On Wednesday, the Cabinet approved two production-linked incentive programmes (PLI) totalling Rs 10,738 crore. PLIs have been examined for high-efficiency solar PV modules, LED, and air conditioners, according to a cabinet briefing by Union Ministers Prakash Javadekar and Piyush Goyal. A PLI of 6,238 has been authorised for LED and air conditioners, while a PLI of 4,500 crores has been allowed for high-efficiency solar PV modules.
The PLI Scheme is expected to generate Rs. 7,920 crore in incremental investment, Rs. 1,68,000 crore in incremental production, Rs. 64,400 crore in exports, Rs. 49,300 crore in direct and indirect revenues, and an extra four lakh direct and indirect job opportunities during a five-year period.
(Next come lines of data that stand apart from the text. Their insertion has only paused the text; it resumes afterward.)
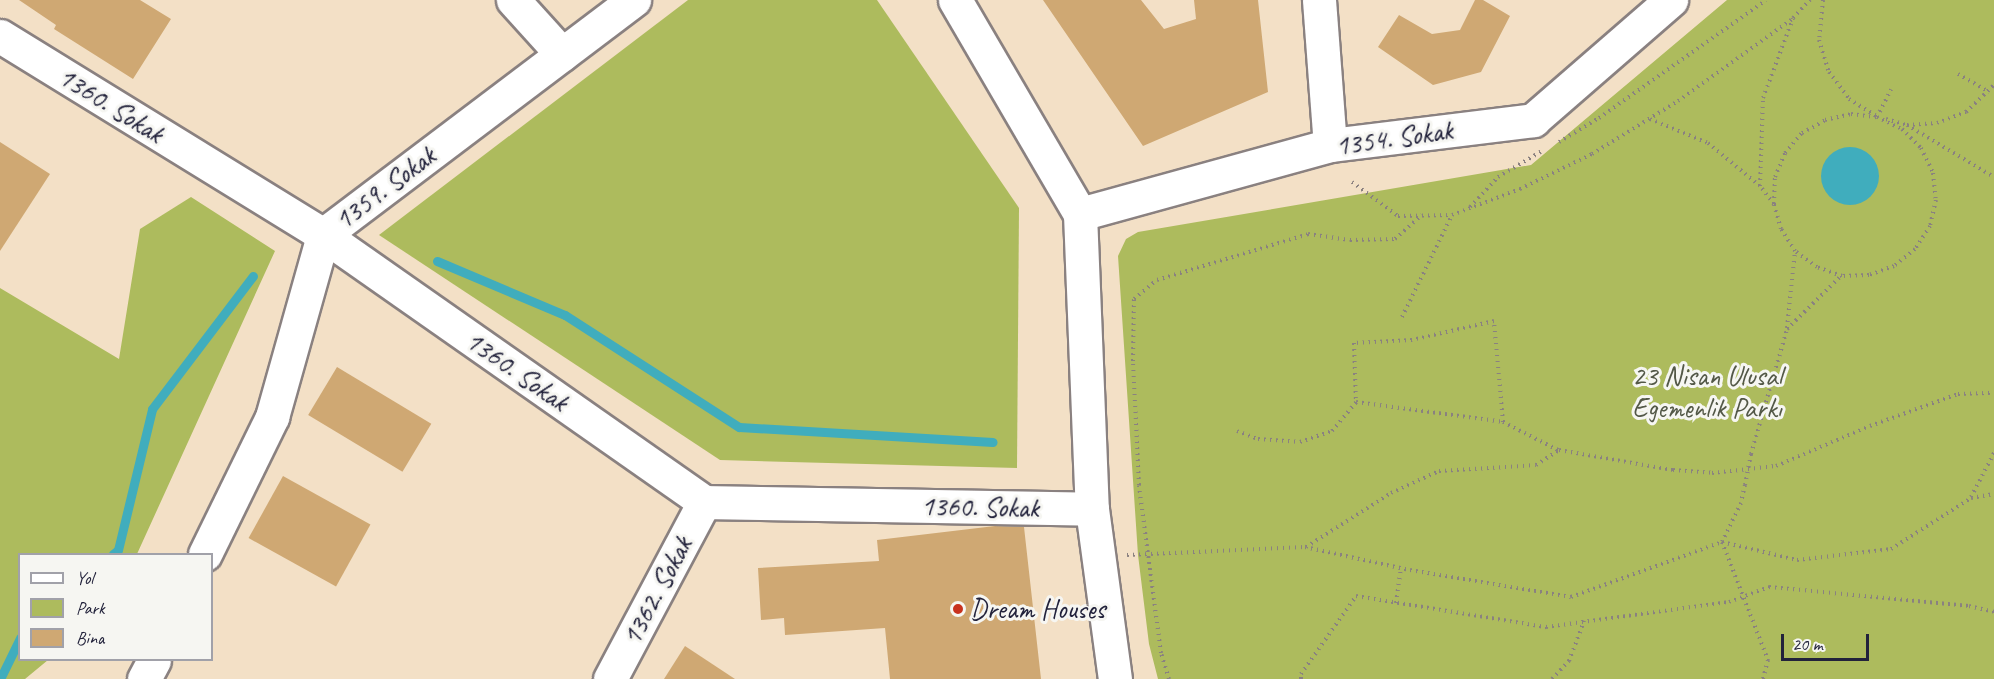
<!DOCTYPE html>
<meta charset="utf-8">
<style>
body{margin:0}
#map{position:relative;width:1994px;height:679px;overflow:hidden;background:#f3e0c6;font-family:Caveat,sans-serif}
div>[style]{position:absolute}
.green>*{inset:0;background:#adbb5d}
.water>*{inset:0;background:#40adbd}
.round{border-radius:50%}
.stream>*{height:9px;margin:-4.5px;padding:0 4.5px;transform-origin:4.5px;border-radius:4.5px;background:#40adbd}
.building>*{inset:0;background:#cfa873;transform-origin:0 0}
.path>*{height:4px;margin-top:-2px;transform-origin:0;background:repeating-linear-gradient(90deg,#8a8180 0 1.5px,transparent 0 6px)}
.roads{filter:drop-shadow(2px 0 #8a8180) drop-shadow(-2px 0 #8a8180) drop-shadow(0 2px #8a8180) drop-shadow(0 -2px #8a8180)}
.minor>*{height:33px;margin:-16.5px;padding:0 16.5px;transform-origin:16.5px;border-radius:16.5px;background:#fff}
.path-bridge>*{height:4px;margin-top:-2px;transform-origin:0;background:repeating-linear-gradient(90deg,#8a8180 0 1.5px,transparent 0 6px)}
.dots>*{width:16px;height:16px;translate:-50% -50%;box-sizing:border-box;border:3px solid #f6f6f2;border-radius:50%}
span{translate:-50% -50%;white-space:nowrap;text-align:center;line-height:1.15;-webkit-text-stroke:6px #f6f6f2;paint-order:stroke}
.street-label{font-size:28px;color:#22223b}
.park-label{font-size:28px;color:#535847}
.poi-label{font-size:28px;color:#22223b}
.left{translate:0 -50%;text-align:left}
.legend{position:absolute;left:18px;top:553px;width:195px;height:108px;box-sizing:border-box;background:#f6f6f2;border:2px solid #a1a1a9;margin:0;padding:8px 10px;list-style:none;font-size:18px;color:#22223b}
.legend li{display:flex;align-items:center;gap:12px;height:30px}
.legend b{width:30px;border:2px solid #a1a1a9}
.scale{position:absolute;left:1781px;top:634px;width:88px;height:27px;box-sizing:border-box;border:3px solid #22223b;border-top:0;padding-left:8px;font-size:18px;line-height:21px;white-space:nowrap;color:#22223b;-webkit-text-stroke:4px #f6f6f2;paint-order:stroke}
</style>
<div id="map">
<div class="green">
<i style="clip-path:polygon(688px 0,877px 0,1019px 208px,1017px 468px,720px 460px,379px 235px)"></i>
<i style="clip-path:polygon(1727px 0,1994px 0,1994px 679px,1158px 679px,1149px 644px,1138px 555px,1118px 256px,1126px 239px,1138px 232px,1531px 165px)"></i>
<i style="clip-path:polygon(191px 197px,275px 251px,137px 554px,20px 554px,20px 660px,48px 660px,25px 679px,0 679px,0 288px,119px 359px,140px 229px)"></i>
</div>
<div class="water">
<i class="round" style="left:1821px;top:147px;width:58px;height:58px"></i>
</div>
<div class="stream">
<i style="left:437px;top:261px;width:139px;rotate:22.9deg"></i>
<i style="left:565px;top:315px;width:207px;rotate:32.8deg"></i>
<i style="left:739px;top:427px;width:254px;rotate:3.4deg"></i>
<i style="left:113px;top:554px;width:6px;rotate:-39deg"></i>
<i style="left:118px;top:550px;width:145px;rotate:-76.4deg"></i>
<i style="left:152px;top:409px;width:167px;rotate:-52.8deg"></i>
<i style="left:0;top:679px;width:46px;rotate:-64deg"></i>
</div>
<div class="building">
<i style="clip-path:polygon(19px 0,140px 0,171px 19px,133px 79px,54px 29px,56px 25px)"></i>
<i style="clip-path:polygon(1043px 0,1141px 0,1164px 29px,1196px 19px,1194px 0,1258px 0,1268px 92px,1143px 146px)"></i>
<i style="clip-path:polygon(1475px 0,1483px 0,1510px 16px,1481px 72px,1433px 85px,1378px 47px,1399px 15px,1432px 34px,1460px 30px)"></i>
<i style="clip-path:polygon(0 142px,50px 174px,0 251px)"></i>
<i style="left:337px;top:367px;width:110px;height:56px;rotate:31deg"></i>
<i style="left:283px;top:476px;width:100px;height:71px;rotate:29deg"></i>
<i style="clip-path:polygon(995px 526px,1024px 527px,1041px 679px,890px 679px,885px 628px,785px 635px,784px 618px,761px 620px,758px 568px,879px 561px,877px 540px)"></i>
<i style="clip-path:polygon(685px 646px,735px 679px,664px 679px)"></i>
</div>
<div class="path">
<i style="left:1823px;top:0;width:40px;rotate:95.7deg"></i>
<i style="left:1819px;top:40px;width:34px;rotate:73deg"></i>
<i style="left:1829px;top:72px;width:34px;rotate:53deg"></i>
<i style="left:1849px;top:99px;width:32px;rotate:32deg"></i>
<i style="left:1958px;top:74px;width:36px;rotate:30deg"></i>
<i style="left:1877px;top:117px;width:31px;rotate:-63deg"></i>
<i style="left:1650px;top:119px;width:63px;rotate:22.5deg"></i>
<i style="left:1708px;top:143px;width:67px;rotate:39.6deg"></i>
<i style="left:1886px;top:119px;width:22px;rotate:16deg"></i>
<i style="left:1907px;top:125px;width:30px;rotate:-4deg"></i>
<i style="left:1937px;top:123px;width:31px;rotate:-21deg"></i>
<i style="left:1966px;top:112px;width:39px;rotate:-44deg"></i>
<i style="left:1907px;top:125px;width:101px;rotate:30.9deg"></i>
<i style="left:1559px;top:142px;width:47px;rotate:-31deg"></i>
<i style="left:1599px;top:118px;width:204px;rotate:-35.2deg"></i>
<i style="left:1352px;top:182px;width:57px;rotate:36.5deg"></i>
<i style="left:1398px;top:216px;width:54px;rotate:-1.1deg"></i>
<i style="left:1452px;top:215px;width:73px;rotate:-20.9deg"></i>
<i style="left:1520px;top:189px;width:80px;rotate:-25.9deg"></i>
<i style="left:1592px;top:154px;width:101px;rotate:-31.6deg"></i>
<i style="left:1678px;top:101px;width:140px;rotate:-35.7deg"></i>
<i style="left:1774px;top:204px;width:27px;rotate:-88deg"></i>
<i style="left:1775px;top:177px;width:26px;rotate:-67deg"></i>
<i style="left:1785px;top:153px;width:26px;rotate:-50deg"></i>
<i style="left:1802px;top:133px;width:26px;rotate:-29deg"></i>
<i style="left:1825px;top:120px;width:27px;rotate:-13deg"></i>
<i style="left:1851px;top:114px;width:26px;rotate:7deg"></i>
<i style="left:1877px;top:117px;width:28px;rotate:26deg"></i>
<i style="left:1902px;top:129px;width:27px;rotate:45deg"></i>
<i style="left:1921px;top:148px;width:28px;rotate:64deg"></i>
<i style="left:1933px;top:173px;width:27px;rotate:84deg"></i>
<i style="left:1936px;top:200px;width:27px;rotate:103deg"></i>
<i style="left:1930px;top:226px;width:27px;rotate:123deg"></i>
<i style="left:1915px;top:249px;width:27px;rotate:141deg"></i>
<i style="left:1894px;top:266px;width:27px;rotate:160deg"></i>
<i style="left:1869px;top:275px;width:27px;rotate:178deg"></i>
<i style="left:1842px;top:276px;width:27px;rotate:-160deg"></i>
<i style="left:1817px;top:267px;width:27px;rotate:-144deg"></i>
<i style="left:1795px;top:251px;width:26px;rotate:-122deg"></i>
<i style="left:1781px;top:229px;width:26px;rotate:-106deg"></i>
<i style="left:1774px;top:204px;width:23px;rotate:-128deg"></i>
<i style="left:1760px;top:186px;width:88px;rotate:-88deg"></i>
<i style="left:1763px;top:98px;width:85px;rotate:-69.4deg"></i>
<i style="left:1793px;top:18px;width:25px;rotate:-47deg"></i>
<i style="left:1470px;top:207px;width:41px;rotate:-47deg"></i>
<i style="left:1498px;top:177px;width:51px;rotate:-30.6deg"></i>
<i style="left:1402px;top:317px;width:114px;rotate:-63.9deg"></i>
<i style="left:1787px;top:328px;width:77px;rotate:-84.1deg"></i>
<i style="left:1503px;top:422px;width:101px;rotate:-95.1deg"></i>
<i style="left:1494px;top:321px;width:84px;rotate:167deg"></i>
<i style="left:1412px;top:340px;width:58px;rotate:177deg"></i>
<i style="left:1354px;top:343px;width:59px;rotate:88.1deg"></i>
<i style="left:1356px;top:402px;width:148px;rotate:7.7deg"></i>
<i style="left:1503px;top:422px;width:62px;rotate:27deg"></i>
<i style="left:1237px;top:431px;width:22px;rotate:21deg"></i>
<i style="left:1258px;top:439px;width:42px;rotate:4.1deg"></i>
<i style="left:1300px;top:442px;width:34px;rotate:-19deg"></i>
<i style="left:1332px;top:431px;width:38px;rotate:-50deg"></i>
<i style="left:1751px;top:454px;width:130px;rotate:-73.9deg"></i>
<i style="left:1787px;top:329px;width:76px;rotate:-44.5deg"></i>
<i style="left:1745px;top:485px;width:18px;rotate:103deg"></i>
<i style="left:1741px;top:503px;width:43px;rotate:116deg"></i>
<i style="left:1722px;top:542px;width:127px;rotate:68.7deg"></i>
<i style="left:1768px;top:660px;width:20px;rotate:105deg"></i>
<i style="left:1971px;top:497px;width:50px;rotate:-62.4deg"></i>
<i style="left:1306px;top:547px;width:101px;rotate:-32.4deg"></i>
<i style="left:1391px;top:493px;width:53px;rotate:-24.6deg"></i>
<i style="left:1439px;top:471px;width:97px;rotate:-3.5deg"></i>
<i style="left:1536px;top:465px;width:27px;rotate:-33deg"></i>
<i style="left:1559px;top:450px;width:116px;rotate:10deg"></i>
<i style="left:1673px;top:470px;width:39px;rotate:4deg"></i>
<i style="left:1712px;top:473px;width:64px;rotate:-6.2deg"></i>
<i style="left:1776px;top:466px;width:102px;rotate:-23.1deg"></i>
<i style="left:1870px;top:426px;width:94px;rotate:-20deg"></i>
<i style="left:1958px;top:394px;width:36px;rotate:-2deg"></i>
<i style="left:1127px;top:555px;width:178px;rotate:-2.6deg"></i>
<i style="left:1305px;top:547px;width:107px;rotate:12.4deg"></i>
<i style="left:1410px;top:570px;width:163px;rotate:9.5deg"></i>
<i style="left:1571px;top:597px;width:161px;rotate:-20deg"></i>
<i style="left:1722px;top:542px;width:77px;rotate:13.5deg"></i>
<i style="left:1797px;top:560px;width:95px;rotate:-6.7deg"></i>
<i style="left:1891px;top:549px;width:95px;rotate:-32.5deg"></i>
<i style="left:1971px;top:498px;width:23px;rotate:-10deg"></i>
<i style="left:1396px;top:603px;width:35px;rotate:-82deg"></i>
<i style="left:1169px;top:679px;width:27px;rotate:-107deg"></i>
<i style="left:1161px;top:653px;width:169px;rotate:-97.5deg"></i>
<i style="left:1139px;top:485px;width:124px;rotate:-92.8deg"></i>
<i style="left:1133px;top:361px;width:62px;rotate:-89.1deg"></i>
<i style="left:1134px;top:299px;width:30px;rotate:-40deg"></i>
<i style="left:1157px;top:280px;width:158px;rotate:-16.9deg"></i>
<i style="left:1308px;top:234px;width:42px;rotate:8.1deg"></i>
<i style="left:1350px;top:240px;width:45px;rotate:-1.3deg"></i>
<i style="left:1395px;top:239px;width:36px;rotate:-42deg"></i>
<i style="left:1301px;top:679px;width:5px;rotate:-90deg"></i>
<i style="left:1301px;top:674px;width:95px;rotate:-54.8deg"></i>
<i style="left:1356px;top:596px;width:193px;rotate:9.3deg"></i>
<i style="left:1546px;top:627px;width:185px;rotate:-7.8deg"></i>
<i style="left:1729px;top:602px;width:43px;rotate:-20.6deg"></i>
<i style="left:1769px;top:587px;width:201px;rotate:5.4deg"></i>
<i style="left:1969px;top:606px;width:26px;rotate:13deg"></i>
<i style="left:1552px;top:679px;width:25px;rotate:-47deg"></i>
<i style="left:1569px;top:661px;width:43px;rotate:-69.4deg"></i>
</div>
<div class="roads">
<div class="minor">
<i style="left:513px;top:0;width:73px;rotate:47.8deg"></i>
<i style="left:955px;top:0;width:248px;rotate:59.7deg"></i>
<i style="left:1080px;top:214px;width:295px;rotate:87.7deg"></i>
<i style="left:1092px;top:509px;width:172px;rotate:82.3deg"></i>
<i style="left:1319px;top:0;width:145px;rotate:85.7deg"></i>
<i style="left:0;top:36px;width:379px;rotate:31.6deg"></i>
<i style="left:323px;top:235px;width:465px;rotate:35deg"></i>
<i style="left:704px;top:502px;width:388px;rotate:1deg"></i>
<i style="left:1080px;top:214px;width:259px;rotate:-15.4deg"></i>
<i style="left:1330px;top:145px;width:205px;rotate:-7deg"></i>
<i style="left:1533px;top:120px;width:183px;rotate:-41deg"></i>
<i style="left:205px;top:554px;width:153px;rotate:-63.9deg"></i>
<i style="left:272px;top:417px;width:189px;rotate:-74.3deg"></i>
<i style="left:323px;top:235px;width:390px;rotate:-37.1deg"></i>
<i style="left:144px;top:679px;width:21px;rotate:-62deg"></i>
<i style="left:610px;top:679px;width:200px;rotate:-62deg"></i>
</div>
</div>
<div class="path-bridge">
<i style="left:1745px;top:485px;width:32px;rotate:-79deg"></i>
</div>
<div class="dots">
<i style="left:958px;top:609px;background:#c8321e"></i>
</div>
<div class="street-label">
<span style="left:111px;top:105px;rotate:32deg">1360. Sokak</span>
<span style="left:1394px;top:138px;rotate:-8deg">1354. Sokak</span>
<span style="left:385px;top:188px;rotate:-37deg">1359. Sokak</span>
<span style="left:517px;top:371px;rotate:35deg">1360. Sokak</span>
<span style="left:980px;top:507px;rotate:1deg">1360. Sokak</span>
<span style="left:657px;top:591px;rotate:-62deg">1362. Sokak</span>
</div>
<div class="park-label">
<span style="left:1707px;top:392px">23 Nisan Ulusal<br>Egemenlik Parkı</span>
</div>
<div class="poi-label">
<span class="left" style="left:970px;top:609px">Dream Houses</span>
</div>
<ul class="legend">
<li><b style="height:8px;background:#fff"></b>Yol</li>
<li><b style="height:16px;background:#adbb5d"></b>Park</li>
<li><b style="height:16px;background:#cfa873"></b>Bina</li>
</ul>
<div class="scale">20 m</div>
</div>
The Cabinet also authorised an Rs.4,500 crore budget for the execution of the PLI Scheme for High-Efficiency Solar PV Modules.
It is a wonderful moment for all the small and large companies engaged with renewable energy products. The government is providing them with a once-in-a-lifetime chance to scale up their production with robust benefits packed in a deal. It will not only be economically beneficial for the development of our nation but also an environmentally sound project. Economists and Environmentalists hailed their support for this attractive scheme. It will be interesting to wait for the best results.